# Think Tank > Political Philosophy & Government Policy >  The Right To Secede

## osan

https://freedomisobvious.blogspot.com/2019/03/the-right-to-secede.html




In recent years, many who ID as "liberty lovers" have been making much speak of the idea of secession.  The notion, while in itself valid, has to my knowledge not been discussed as to the particulars insofar as what it means in practice.  What does it mean to "secede"?  As always, the dictionary should be our first friend in establishing the semantic baseline from which we shall operate.

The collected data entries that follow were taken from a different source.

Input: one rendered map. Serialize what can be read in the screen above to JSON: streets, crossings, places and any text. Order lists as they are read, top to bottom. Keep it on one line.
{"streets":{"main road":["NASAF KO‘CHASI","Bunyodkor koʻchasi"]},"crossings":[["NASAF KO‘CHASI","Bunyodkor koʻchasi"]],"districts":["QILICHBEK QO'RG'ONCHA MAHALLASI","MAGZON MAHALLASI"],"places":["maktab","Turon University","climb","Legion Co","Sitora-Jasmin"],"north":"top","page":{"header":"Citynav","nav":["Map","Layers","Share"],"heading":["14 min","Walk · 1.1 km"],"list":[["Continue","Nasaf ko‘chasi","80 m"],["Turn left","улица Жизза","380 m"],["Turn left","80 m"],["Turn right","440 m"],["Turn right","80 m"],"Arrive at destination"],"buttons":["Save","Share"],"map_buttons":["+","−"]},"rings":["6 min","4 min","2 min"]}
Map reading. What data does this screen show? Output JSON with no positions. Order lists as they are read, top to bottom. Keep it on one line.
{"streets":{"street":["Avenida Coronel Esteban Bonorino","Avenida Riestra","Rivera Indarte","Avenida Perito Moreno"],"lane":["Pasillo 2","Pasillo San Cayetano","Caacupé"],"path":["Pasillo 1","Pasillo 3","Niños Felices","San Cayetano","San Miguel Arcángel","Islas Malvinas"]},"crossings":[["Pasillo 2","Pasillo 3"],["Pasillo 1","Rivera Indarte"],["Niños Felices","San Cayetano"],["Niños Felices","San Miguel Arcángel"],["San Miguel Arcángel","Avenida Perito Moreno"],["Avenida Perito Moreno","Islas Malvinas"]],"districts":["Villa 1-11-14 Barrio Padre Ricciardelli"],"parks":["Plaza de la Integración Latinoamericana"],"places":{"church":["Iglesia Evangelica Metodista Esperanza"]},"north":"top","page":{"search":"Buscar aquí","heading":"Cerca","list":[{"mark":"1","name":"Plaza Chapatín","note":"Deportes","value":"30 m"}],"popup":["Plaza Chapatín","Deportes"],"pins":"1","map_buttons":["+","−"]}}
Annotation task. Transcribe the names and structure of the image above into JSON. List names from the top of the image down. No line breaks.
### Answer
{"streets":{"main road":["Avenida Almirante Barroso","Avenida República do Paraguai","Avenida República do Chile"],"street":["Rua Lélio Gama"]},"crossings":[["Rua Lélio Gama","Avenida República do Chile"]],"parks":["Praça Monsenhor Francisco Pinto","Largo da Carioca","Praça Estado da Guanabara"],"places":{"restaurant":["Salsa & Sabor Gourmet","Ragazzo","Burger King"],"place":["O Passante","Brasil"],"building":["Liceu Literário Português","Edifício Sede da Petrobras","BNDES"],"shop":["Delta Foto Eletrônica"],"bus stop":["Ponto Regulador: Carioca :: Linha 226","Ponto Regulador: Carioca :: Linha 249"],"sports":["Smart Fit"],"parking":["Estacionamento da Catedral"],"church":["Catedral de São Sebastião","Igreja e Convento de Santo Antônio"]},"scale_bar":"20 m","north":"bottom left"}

Worcester's Dictionary of 1840:SECEDE: n. To withdraw from union of fellowship in society, or in any matter or business; to separate oneself; to retire.
Webster's of 1828:SECE'DE, verb intransitive [L. secedo; se, from, and cedo, to move. Se is an inseparable preposition or prefix in Latin, but denoting departure or separation.]


To withdraw from fellowship, communion or association; to separate ones's self; as, certain ministers seceded from the church of Scotland about the year 1733.


Oxford Etymological Dictionary:secede (v.)
1702, "to leave one's companions," from Latin secedere "go away, withdraw, separate; rebel, revolt," from se- "apart" + cedere "to go"). Sense of "to withdraw from a political or religious alliance of union" is recorded from 1755, originally especially in reference to the Church of Scotland. Related: Seceded; seceding; seceder. 


Withdrawal is the essences of secession.  The freedom to withdraw remains a central and basic human right; it is one of the marks of a Freeman.  This speaks to the right to freedom of association, as recognized, honored, and protected by the First Amendment of the American Constitution.


As Freemen, we are each entitled to reserve our _individual_ right to associate as we see fit.  We are free to withdraw from society as we may choose, for whatever reason whatsoever, or for no reason at all.  _No_ man, regardless of his claim of purport, holds the authority to force upon another associations against the other's will.


Secession is not only the right of a population, though it is that also; it is most truly the right of the individual to associate as he will, which implies association in all its forms.  This includes his choice to secede from government and its interferences in his life, regardless of the manner, degree, or justifications given them.


Those who presume to lord over the rest have nothing valid upon which to hang their assertions in the matter of their claims to authority, regardless of the premise, which perforce is always false precisely because such claims are always lies.  The bottom line is this: no man holds authority over another.  Unless the other has committed a _bona fide_ crime, which excludes all the synthetic crimes dreamt up from the thin air by men on the basis of their corrupted beliefs and interests, one has no right to interfere in the choices of another.  Authority, as commonly exercised by "government", is nothing better than the threat of the sword against all who fail to comply with the will of human caprice masquerading as valid command.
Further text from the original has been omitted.